Таким образом, можно с достаточной уверенностью утверждать, что из Козельска в апреле 1940 г. поляки действительно прибывали сначала в Смоленск, где, по крайней мере, часть из них не оставалась, а следовала в тех же вагонзаках дальше. Так было с партиями, где находились Свяневич и Фуртек, прибывшими в Смоленск 29 апреля. Эшелон из 10 вагонов, в котором они ехали, там был расцеплен минимум на два, соответственно, из шести и четырех вагонов. Вероятней еще расцепление на 3 отдельных состава. Тогда два из них (по 2 вагона) было отправлено по Александровской линии в Гнездово. Видимо, поэтому же Фрутек сообщил, что его партия следовала в двух вагонах - на конечную станцию, в Гнездово, их должно было столько прибыть, а во время его посадки в вагон Козельске их могло находиться на запасном пути столько же. Затем он не мог просто видеть, сколько вагонов было прицеплено еще.
Это позволяет утверждать, что 29 апреля в Гнездово было доставлено 80 или 160 пленных, а в Ракитню 251. После отделения от последней группы Свяневича, на которого еще в Козельске было получено предписание об этапировании его в Москву, в ней осталось 250 человек, которых партиями по 25 человек увезли с запасного пути в Ракитне в невыясненном направлении в автозаке. Если тюремный автобус был один, то ему понадобилось сделать для перевозки 10 рейсов. Если каждый из них занимал по полчаса, то всего лишь на перевозку ушло порядка пяти часов. Если автобусов было больше, допустим, два, то, соответственно, вдвое меньше времени, но крайне сомнительно, чтобы Смоленский УНКВД смог предоставить для этого две спецмашины.
Итого получаем доставленными в Ракитню и Гнездово в сумме от 330 до 410 человек.
Также на основании свидетельства Воеводской мы можем предполагать, что в Гнездове были разгружены доставленные в одиннадцати или пятнадцати вагонзаках соответственно 747 или 1042 пленных.
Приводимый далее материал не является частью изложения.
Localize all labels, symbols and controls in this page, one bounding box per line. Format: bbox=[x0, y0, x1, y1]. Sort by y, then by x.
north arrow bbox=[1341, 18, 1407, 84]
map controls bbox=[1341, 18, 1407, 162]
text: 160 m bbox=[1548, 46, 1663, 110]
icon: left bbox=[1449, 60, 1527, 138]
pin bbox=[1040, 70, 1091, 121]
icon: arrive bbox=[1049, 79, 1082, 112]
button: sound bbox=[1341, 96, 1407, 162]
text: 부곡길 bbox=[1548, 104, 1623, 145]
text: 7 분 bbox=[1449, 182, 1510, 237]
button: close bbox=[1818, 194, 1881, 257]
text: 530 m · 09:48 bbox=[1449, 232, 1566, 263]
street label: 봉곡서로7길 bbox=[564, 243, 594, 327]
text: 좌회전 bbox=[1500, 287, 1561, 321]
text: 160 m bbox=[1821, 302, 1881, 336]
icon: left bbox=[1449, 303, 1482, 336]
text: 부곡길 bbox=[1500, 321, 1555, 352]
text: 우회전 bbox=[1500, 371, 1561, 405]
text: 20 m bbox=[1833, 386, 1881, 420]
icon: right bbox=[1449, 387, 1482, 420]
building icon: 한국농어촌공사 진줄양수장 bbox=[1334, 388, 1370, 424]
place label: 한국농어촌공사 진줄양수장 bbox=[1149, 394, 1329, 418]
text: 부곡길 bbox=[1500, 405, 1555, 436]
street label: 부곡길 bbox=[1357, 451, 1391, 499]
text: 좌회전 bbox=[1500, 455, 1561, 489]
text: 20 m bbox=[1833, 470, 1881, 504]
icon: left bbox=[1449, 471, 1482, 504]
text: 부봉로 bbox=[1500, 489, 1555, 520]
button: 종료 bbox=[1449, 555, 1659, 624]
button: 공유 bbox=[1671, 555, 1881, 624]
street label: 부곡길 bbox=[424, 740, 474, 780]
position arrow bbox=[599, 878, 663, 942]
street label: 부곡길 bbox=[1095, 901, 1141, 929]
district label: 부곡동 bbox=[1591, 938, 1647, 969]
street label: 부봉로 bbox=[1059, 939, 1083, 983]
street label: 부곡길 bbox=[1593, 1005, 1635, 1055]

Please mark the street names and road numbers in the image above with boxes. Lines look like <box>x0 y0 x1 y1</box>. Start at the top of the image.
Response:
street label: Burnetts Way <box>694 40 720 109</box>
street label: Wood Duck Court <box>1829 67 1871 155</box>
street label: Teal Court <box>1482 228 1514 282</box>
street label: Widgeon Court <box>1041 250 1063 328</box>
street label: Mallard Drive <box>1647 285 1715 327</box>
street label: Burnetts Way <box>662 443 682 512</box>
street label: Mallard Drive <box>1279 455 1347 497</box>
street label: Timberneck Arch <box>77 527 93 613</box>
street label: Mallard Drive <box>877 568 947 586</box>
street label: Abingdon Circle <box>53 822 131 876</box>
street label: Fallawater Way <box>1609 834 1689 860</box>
Впрочем, тут следует оговориться о том, что на военном фото станции Гнездово на обеих колеях видны достаточно длинные нетупиковые запасные пути, не подходящие для разгрузки заключенных. Достаточно вероятно, что именно на одном из них свидетельница и видела 15 вагонов, направлявшихся с Александровской линии далее по Лихарловской в Ракитню. Видно, какой-то более важный поезд следовало пропускать по основному пути.
Итого получаем в сумме минимум 1077, максимум 1452 человека, по которым имеются более менее убедительные основания утверждать, что в апреле 1940 г. они были доставлены из Козельска в Гнездово и Ракитню.
Что же касается дальнейшей судьбы их, а также остальных от 2951 до 3326 из общего числа 4404 отправленных в апреле - начале мая из Козельска в Смоленск, то о том будет отдельный рассказ, который я надеюсь скоро поведать.